Expanding Opportunity with a Globally Mobile Workforce
Rebekah Smith and Farah Hani | Center for Global Development | June 26, 2020
Between 2050 and 2080, OECD countries will need at least 400 million new workers to maintain current pension and health schemes, resulting from a shrinking working-age population and a growing elderly population. Meanwhile, working-age populations in developing countries are growing faster than job creation, meaning large numbers will need to find jobs elsewhere. This situation should be viewed as an opportunity: estimates project that there will be close to 1.4 billion new working-age people in developing countries by 2050, of whom around 40 percent are unlikely to find meaningful employment in their home countries.

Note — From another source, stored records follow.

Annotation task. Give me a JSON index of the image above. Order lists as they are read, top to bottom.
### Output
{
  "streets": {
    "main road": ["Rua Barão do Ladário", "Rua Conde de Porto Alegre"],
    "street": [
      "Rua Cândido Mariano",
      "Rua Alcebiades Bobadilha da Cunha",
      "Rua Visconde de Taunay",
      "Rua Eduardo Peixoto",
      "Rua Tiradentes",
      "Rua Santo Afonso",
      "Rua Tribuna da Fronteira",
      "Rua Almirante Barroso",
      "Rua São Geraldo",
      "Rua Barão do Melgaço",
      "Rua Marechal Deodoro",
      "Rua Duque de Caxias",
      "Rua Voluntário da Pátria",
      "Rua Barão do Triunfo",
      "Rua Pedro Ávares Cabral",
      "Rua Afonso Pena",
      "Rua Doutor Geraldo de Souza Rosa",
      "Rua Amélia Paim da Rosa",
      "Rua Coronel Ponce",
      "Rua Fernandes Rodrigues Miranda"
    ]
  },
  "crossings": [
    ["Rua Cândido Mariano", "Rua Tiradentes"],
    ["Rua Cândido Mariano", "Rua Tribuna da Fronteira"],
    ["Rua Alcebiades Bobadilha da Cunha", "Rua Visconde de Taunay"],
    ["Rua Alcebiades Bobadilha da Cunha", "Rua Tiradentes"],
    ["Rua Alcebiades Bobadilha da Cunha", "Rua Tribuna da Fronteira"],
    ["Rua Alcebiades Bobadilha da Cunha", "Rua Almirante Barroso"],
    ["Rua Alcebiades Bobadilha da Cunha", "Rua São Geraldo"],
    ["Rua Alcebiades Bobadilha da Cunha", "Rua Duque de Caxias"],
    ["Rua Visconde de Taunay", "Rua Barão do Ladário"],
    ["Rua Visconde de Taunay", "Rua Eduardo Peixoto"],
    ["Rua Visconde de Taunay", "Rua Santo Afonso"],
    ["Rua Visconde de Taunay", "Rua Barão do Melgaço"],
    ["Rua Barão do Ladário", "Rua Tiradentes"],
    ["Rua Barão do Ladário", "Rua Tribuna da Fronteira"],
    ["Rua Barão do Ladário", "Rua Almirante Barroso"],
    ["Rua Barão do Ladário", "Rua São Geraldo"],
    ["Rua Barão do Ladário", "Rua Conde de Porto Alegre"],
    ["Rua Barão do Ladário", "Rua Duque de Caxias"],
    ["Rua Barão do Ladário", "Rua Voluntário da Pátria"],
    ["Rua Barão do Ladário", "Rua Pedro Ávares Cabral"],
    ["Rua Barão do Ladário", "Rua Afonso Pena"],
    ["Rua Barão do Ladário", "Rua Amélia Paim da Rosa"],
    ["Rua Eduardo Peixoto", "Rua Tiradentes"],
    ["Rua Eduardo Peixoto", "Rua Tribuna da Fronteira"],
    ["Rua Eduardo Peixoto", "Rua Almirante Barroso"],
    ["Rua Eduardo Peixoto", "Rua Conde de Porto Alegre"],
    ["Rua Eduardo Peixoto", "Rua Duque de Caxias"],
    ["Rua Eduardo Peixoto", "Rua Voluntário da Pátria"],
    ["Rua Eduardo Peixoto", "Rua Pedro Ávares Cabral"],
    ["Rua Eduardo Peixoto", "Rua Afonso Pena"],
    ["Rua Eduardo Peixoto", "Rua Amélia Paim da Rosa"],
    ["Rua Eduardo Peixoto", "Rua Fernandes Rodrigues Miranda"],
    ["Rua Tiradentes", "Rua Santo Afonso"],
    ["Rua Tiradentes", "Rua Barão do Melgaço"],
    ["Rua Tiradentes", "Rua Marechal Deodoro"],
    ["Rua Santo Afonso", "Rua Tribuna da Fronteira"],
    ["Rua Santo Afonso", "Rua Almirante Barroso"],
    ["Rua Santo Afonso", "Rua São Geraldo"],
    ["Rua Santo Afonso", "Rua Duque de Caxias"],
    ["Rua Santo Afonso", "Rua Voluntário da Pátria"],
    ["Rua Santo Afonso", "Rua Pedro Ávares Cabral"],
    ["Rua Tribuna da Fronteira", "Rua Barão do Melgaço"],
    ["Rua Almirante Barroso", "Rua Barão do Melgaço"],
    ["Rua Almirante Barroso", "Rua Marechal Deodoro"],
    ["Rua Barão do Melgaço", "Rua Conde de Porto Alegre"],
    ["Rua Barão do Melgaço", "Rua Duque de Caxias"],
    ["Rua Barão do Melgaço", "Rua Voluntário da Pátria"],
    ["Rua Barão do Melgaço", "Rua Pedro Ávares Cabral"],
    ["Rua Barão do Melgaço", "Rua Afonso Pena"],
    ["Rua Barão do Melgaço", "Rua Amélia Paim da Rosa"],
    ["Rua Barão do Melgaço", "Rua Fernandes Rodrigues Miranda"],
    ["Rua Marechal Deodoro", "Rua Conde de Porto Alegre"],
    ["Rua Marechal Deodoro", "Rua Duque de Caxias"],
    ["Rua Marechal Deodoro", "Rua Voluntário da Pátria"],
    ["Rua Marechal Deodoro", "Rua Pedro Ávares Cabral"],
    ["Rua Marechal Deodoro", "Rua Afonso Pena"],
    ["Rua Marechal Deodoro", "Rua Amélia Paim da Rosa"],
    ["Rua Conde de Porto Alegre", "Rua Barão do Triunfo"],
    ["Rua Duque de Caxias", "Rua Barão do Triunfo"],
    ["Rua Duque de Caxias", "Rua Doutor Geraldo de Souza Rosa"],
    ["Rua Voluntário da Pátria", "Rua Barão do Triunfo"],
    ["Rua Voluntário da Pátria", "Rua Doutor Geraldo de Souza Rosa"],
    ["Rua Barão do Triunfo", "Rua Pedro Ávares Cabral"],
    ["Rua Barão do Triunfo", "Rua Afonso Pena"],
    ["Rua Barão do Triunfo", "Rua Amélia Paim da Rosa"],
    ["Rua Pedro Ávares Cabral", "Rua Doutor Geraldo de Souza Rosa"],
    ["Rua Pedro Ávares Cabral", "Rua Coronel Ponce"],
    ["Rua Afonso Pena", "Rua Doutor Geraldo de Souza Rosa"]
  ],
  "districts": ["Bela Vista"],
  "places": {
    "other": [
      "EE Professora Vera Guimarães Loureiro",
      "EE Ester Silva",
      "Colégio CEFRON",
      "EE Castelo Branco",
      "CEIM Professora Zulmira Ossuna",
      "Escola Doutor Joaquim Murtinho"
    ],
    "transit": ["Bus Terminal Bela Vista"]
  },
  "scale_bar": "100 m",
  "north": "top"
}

As China Lifts Internal Migration Rules, Growth Will Follow
Adam Minter | Bloomberg | July 1, 2020
Chinese governments have imposed restrictions on the movement of citizens for centuries. But the modern notion of a hukou can be traced to the Soviet Union's issuance of internal passports to achieve centrally planned allocations of ethnicities and labor. That kind of control appealed to Mao Zedong and his apparatchiks, and in 1951 they enacted China's first modern hukou law, which permanently fixed an individual and his or her heirs to a given location and imposed strict controls on migration from it. China's recovery from this crisis won't simply require spending more money — in many ways, it'll mean letting go.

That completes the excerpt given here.